* [What is required] Please transcribe the data below in full. Omit any picture you find in it.

++++ Data in this exercise ++++

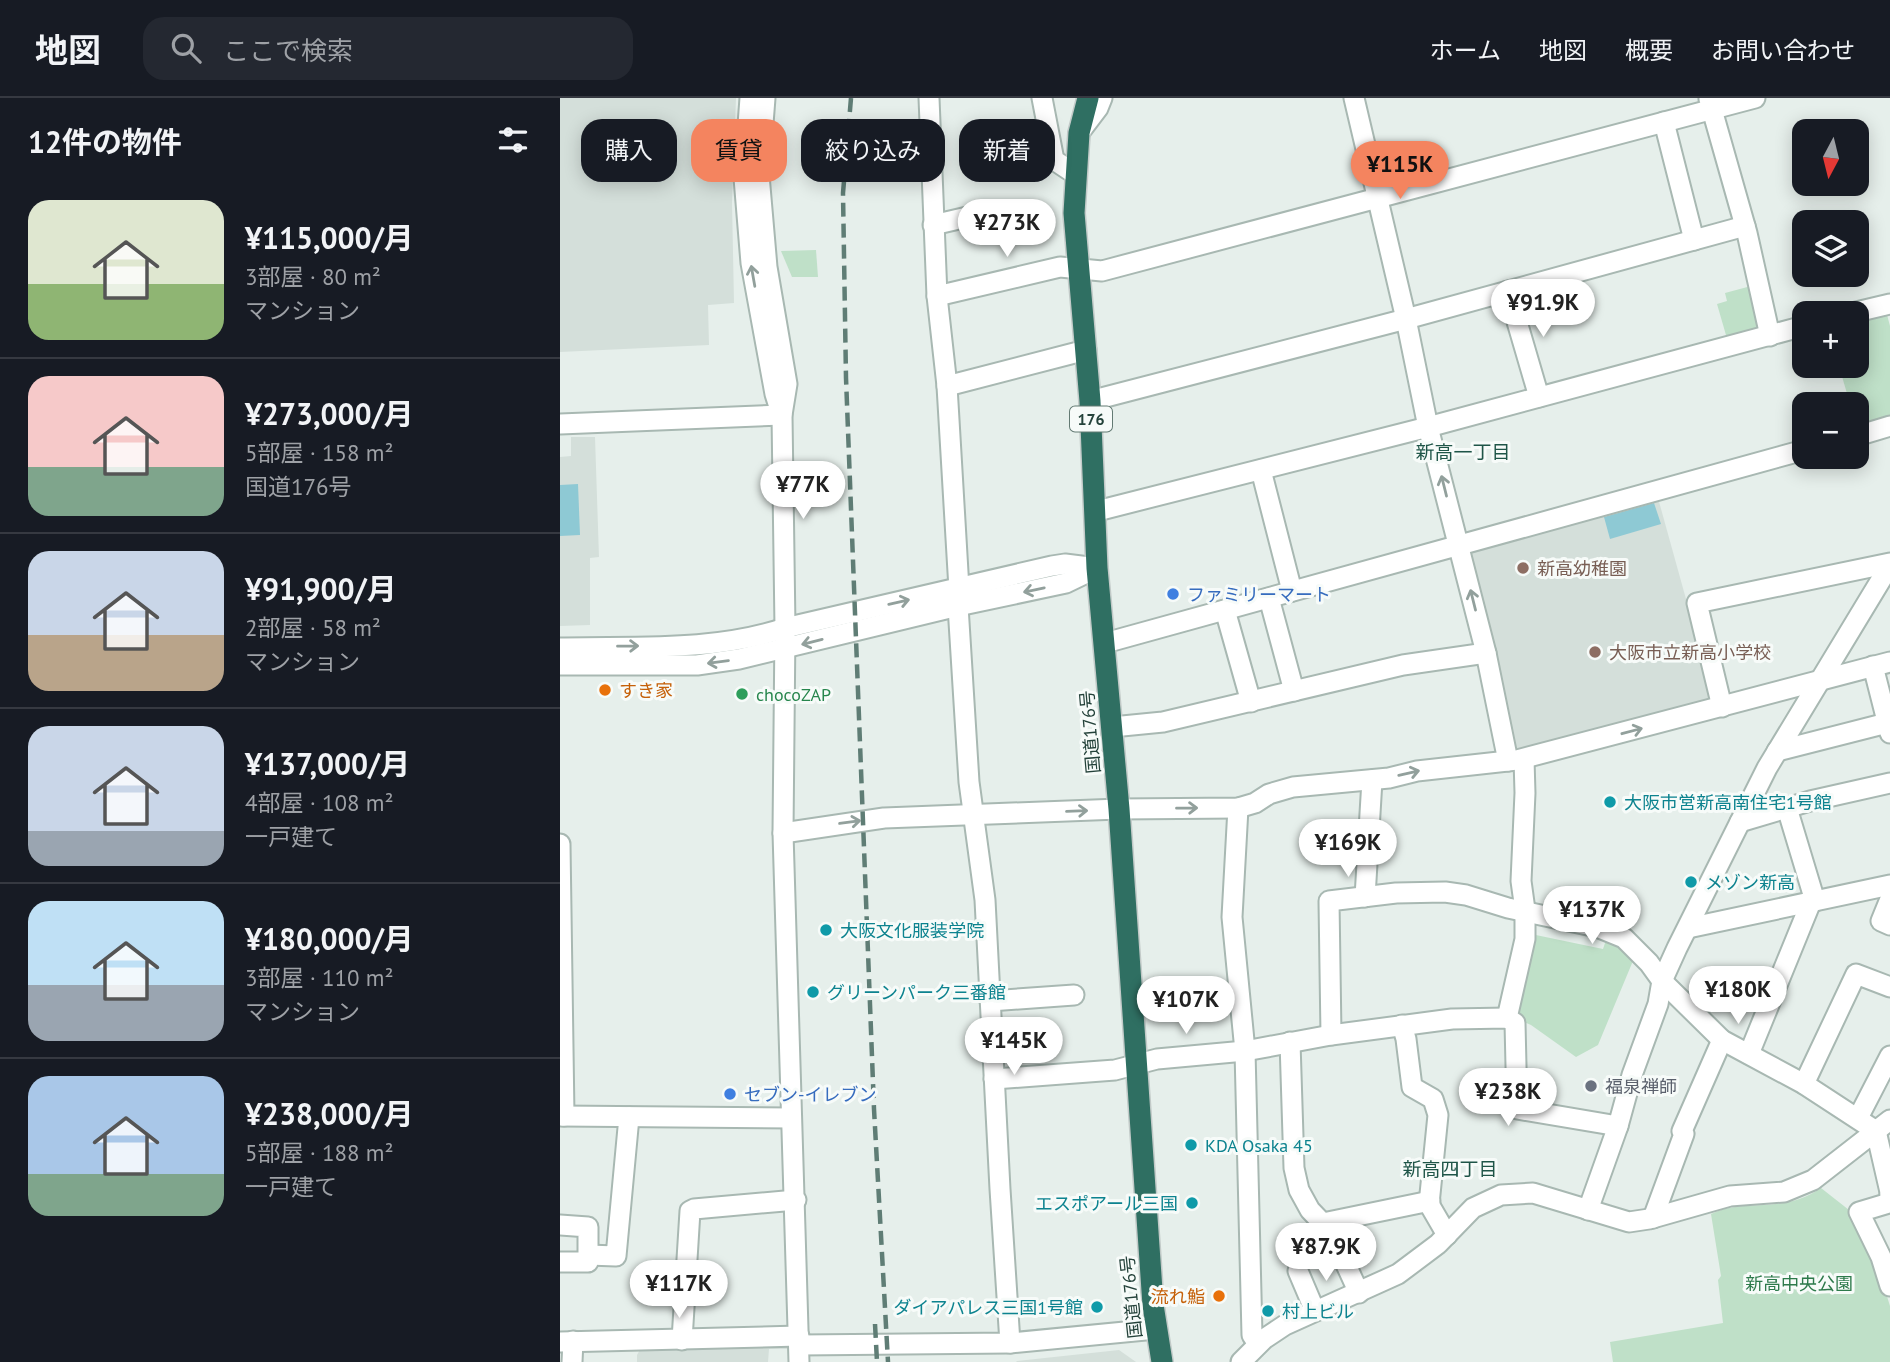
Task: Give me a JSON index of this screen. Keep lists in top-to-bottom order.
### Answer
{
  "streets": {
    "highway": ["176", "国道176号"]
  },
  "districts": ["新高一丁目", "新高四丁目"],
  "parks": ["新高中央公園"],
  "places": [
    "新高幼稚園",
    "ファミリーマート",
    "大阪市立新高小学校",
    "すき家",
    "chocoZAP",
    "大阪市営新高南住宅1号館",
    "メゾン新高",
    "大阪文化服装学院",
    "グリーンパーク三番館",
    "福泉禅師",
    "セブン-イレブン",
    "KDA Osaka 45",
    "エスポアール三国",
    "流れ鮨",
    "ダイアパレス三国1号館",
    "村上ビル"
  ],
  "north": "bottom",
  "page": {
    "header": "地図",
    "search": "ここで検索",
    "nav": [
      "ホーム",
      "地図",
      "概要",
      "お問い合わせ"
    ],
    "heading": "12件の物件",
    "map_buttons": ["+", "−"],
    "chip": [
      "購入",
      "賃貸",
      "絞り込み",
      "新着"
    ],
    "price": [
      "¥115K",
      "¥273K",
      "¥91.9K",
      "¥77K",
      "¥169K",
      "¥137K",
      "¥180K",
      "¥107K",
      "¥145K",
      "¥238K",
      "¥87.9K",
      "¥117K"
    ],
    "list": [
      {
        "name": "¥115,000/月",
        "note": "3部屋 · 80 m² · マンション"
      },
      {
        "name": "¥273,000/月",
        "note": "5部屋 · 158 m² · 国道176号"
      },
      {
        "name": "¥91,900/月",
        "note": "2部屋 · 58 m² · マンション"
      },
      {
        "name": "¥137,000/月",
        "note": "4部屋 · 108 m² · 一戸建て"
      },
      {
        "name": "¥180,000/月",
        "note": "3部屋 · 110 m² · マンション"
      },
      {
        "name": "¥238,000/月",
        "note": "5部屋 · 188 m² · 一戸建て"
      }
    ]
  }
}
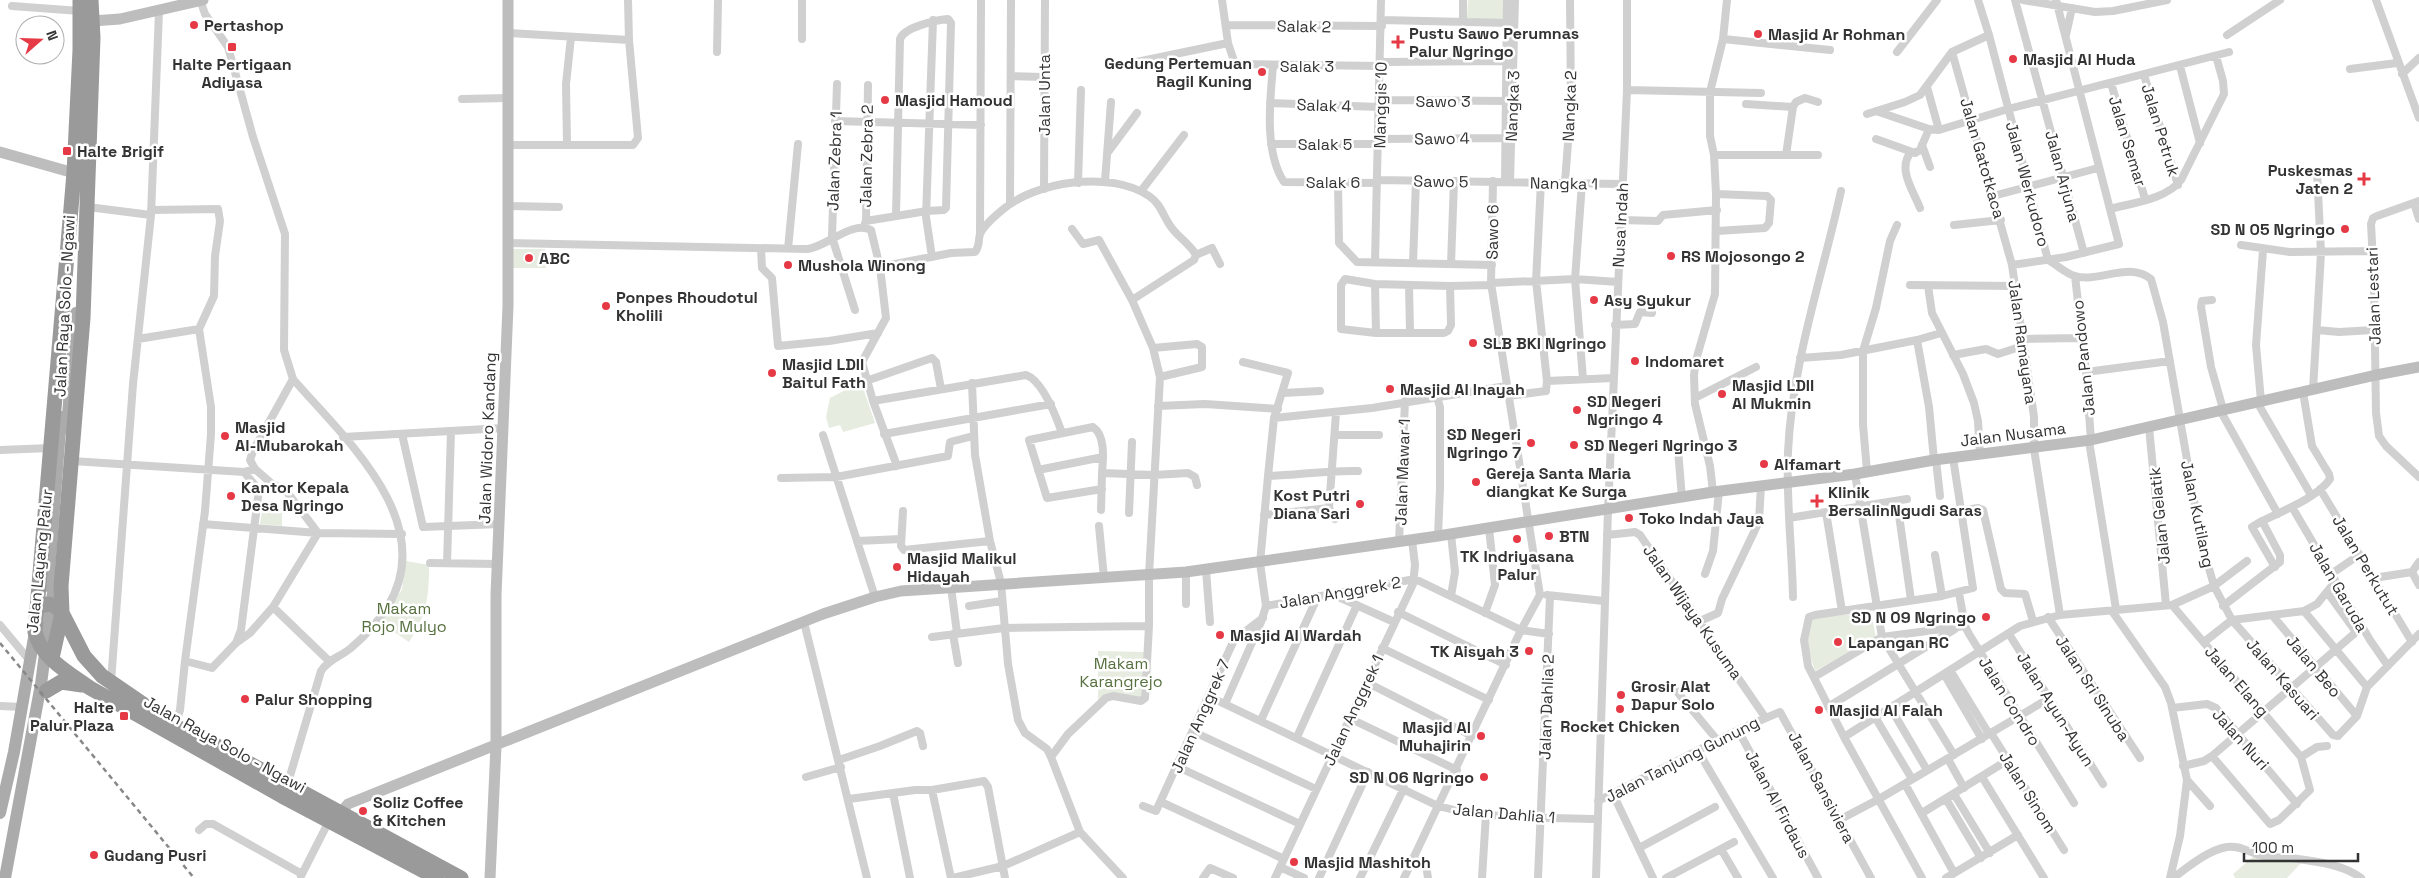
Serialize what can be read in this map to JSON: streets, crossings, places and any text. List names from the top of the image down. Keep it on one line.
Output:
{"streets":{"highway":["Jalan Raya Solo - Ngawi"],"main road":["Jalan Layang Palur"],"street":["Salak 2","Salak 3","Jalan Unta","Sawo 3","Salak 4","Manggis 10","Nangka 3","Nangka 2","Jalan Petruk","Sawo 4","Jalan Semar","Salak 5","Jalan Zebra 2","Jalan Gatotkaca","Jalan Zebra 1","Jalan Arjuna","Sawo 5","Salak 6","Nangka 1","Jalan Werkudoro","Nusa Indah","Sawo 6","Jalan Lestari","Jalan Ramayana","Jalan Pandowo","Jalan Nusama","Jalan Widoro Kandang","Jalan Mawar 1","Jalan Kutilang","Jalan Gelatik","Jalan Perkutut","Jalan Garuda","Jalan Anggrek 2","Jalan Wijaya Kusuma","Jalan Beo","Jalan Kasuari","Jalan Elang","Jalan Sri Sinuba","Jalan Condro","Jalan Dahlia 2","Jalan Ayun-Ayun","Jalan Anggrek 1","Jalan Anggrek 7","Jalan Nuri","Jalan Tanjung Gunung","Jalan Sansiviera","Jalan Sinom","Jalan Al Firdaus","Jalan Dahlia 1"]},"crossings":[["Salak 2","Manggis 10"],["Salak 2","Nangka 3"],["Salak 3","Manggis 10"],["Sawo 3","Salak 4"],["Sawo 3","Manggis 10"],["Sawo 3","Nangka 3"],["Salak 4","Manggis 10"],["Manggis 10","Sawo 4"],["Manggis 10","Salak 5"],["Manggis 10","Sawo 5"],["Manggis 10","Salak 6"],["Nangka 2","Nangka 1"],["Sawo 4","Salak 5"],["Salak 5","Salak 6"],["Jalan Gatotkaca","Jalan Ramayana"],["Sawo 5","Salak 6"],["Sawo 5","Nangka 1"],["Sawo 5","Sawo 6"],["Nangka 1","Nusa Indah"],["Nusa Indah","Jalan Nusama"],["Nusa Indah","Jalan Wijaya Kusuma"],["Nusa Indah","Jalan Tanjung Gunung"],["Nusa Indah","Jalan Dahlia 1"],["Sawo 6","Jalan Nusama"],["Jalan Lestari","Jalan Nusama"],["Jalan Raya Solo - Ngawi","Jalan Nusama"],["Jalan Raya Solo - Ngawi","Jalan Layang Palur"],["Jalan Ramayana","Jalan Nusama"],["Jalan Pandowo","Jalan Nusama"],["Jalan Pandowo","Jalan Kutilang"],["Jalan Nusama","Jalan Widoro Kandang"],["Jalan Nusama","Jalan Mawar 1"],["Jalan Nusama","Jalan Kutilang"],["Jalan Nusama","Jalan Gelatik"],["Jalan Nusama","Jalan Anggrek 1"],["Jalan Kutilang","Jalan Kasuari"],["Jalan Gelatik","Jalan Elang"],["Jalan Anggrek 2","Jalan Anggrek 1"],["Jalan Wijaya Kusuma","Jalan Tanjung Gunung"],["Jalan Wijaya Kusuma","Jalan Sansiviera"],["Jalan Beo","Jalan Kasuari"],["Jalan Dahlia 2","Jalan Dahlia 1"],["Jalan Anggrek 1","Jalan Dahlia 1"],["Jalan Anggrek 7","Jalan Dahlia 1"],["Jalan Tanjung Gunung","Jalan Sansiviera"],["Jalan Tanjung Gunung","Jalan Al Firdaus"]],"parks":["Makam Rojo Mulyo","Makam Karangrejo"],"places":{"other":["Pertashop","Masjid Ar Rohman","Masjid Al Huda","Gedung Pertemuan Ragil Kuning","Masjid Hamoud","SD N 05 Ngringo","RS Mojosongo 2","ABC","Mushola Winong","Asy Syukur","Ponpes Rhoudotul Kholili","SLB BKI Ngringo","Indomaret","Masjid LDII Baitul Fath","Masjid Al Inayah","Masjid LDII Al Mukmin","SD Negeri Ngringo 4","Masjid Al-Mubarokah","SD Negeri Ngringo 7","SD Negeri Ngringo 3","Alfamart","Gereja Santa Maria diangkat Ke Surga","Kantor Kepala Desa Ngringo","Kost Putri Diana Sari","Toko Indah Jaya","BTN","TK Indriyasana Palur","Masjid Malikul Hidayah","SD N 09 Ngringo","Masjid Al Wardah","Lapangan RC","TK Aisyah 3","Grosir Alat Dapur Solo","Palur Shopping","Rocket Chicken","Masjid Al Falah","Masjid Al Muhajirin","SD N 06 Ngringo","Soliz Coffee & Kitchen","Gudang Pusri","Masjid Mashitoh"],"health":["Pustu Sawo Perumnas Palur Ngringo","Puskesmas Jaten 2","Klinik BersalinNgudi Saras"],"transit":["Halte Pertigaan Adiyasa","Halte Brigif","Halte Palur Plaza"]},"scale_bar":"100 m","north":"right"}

++++

* [Written solution]
Task: Give me a JSON index of this screen. Keep lists in top-to-bottom order.
### Answer
{
  "streets": {
    "highway": ["176", "国道176号"]
  },
  "districts": ["新高一丁目", "新高四丁目"],
  "parks": ["新高中央公園"],
  "places": [
    "新高幼稚園",
    "ファミリーマート",
    "大阪市立新高小学校",
    "すき家",
    "chocoZAP",
    "大阪市営新高南住宅1号館",
    "メゾン新高",
    "大阪文化服装学院",
    "グリーンパーク三番館",
    "福泉禅師",
    "セブン-イレブン",
    "KDA Osaka 45",
    "エスポアール三国",
    "流れ鮨",
    "ダイアパレス三国1号館",
    "村上ビル"
  ],
  "north": "bottom",
  "page": {
    "header": "地図",
    "search": "ここで検索",
    "nav": [
      "ホーム",
      "地図",
      "概要",
      "お問い合わせ"
    ],
    "heading": "12件の物件",
    "map_buttons": ["+", "−"],
    "chip": [
      "購入",
      "賃貸",
      "絞り込み",
      "新着"
    ],
    "price": [
      "¥115K",
      "¥273K",
      "¥91.9K",
      "¥77K",
      "¥169K",
      "¥137K",
      "¥180K",
      "¥107K",
      "¥145K",
      "¥238K",
      "¥87.9K",
      "¥117K"
    ],
    "list": [
      {
        "name": "¥115,000/月",
        "note": "3部屋 · 80 m² · マンション"
      },
      {
        "name": "¥273,000/月",
        "note": "5部屋 · 158 m² · 国道176号"
      },
      {
        "name": "¥91,900/月",
        "note": "2部屋 · 58 m² · マンション"
      },
      {
        "name": "¥137,000/月",
        "note": "4部屋 · 108 m² · 一戸建て"
      },
      {
        "name": "¥180,000/月",
        "note": "3部屋 · 110 m² · マンション"
      },
      {
        "name": "¥238,000/月",
        "note": "5部屋 · 188 m² · 一戸建て"
      }
    ]
  }
}
Serialize what can be read in this map to JSON: streets, crossings, places and any text. List names from the top of the image down. Keep it on one line.
Output:
{"streets":{"highway":["Jalan Raya Solo - Ngawi"],"main road":["Jalan Layang Palur"],"street":["Salak 2","Salak 3","Jalan Unta","Sawo 3","Salak 4","Manggis 10","Nangka 3","Nangka 2","Jalan Petruk","Sawo 4","Jalan Semar","Salak 5","Jalan Zebra 2","Jalan Gatotkaca","Jalan Zebra 1","Jalan Arjuna","Sawo 5","Salak 6","Nangka 1","Jalan Werkudoro","Nusa Indah","Sawo 6","Jalan Lestari","Jalan Ramayana","Jalan Pandowo","Jalan Nusama","Jalan Widoro Kandang","Jalan Mawar 1","Jalan Kutilang","Jalan Gelatik","Jalan Perkutut","Jalan Garuda","Jalan Anggrek 2","Jalan Wijaya Kusuma","Jalan Beo","Jalan Kasuari","Jalan Elang","Jalan Sri Sinuba","Jalan Condro","Jalan Dahlia 2","Jalan Ayun-Ayun","Jalan Anggrek 1","Jalan Anggrek 7","Jalan Nuri","Jalan Tanjung Gunung","Jalan Sansiviera","Jalan Sinom","Jalan Al Firdaus","Jalan Dahlia 1"]},"crossings":[["Salak 2","Manggis 10"],["Salak 2","Nangka 3"],["Salak 3","Manggis 10"],["Sawo 3","Salak 4"],["Sawo 3","Manggis 10"],["Sawo 3","Nangka 3"],["Salak 4","Manggis 10"],["Manggis 10","Sawo 4"],["Manggis 10","Salak 5"],["Manggis 10","Sawo 5"],["Manggis 10","Salak 6"],["Nangka 2","Nangka 1"],["Sawo 4","Salak 5"],["Salak 5","Salak 6"],["Jalan Gatotkaca","Jalan Ramayana"],["Sawo 5","Salak 6"],["Sawo 5","Nangka 1"],["Sawo 5","Sawo 6"],["Nangka 1","Nusa Indah"],["Nusa Indah","Jalan Nusama"],["Nusa Indah","Jalan Wijaya Kusuma"],["Nusa Indah","Jalan Tanjung Gunung"],["Nusa Indah","Jalan Dahlia 1"],["Sawo 6","Jalan Nusama"],["Jalan Lestari","Jalan Nusama"],["Jalan Raya Solo - Ngawi","Jalan Nusama"],["Jalan Raya Solo - Ngawi","Jalan Layang Palur"],["Jalan Ramayana","Jalan Nusama"],["Jalan Pandowo","Jalan Nusama"],["Jalan Pandowo","Jalan Kutilang"],["Jalan Nusama","Jalan Widoro Kandang"],["Jalan Nusama","Jalan Mawar 1"],["Jalan Nusama","Jalan Kutilang"],["Jalan Nusama","Jalan Gelatik"],["Jalan Nusama","Jalan Anggrek 1"],["Jalan Kutilang","Jalan Kasuari"],["Jalan Gelatik","Jalan Elang"],["Jalan Anggrek 2","Jalan Anggrek 1"],["Jalan Wijaya Kusuma","Jalan Tanjung Gunung"],["Jalan Wijaya Kusuma","Jalan Sansiviera"],["Jalan Beo","Jalan Kasuari"],["Jalan Dahlia 2","Jalan Dahlia 1"],["Jalan Anggrek 1","Jalan Dahlia 1"],["Jalan Anggrek 7","Jalan Dahlia 1"],["Jalan Tanjung Gunung","Jalan Sansiviera"],["Jalan Tanjung Gunung","Jalan Al Firdaus"]],"parks":["Makam Rojo Mulyo","Makam Karangrejo"],"places":{"other":["Pertashop","Masjid Ar Rohman","Masjid Al Huda","Gedung Pertemuan Ragil Kuning","Masjid Hamoud","SD N 05 Ngringo","RS Mojosongo 2","ABC","Mushola Winong","Asy Syukur","Ponpes Rhoudotul Kholili","SLB BKI Ngringo","Indomaret","Masjid LDII Baitul Fath","Masjid Al Inayah","Masjid LDII Al Mukmin","SD Negeri Ngringo 4","Masjid Al-Mubarokah","SD Negeri Ngringo 7","SD Negeri Ngringo 3","Alfamart","Gereja Santa Maria diangkat Ke Surga","Kantor Kepala Desa Ngringo","Kost Putri Diana Sari","Toko Indah Jaya","BTN","TK Indriyasana Palur","Masjid Malikul Hidayah","SD N 09 Ngringo","Masjid Al Wardah","Lapangan RC","TK Aisyah 3","Grosir Alat Dapur Solo","Palur Shopping","Rocket Chicken","Masjid Al Falah","Masjid Al Muhajirin","SD N 06 Ngringo","Soliz Coffee & Kitchen","Gudang Pusri","Masjid Mashitoh"],"health":["Pustu Sawo Perumnas Palur Ngringo","Puskesmas Jaten 2","Klinik BersalinNgudi Saras"],"transit":["Halte Pertigaan Adiyasa","Halte Brigif","Halte Palur Plaza"]},"scale_bar":"100 m","north":"right"}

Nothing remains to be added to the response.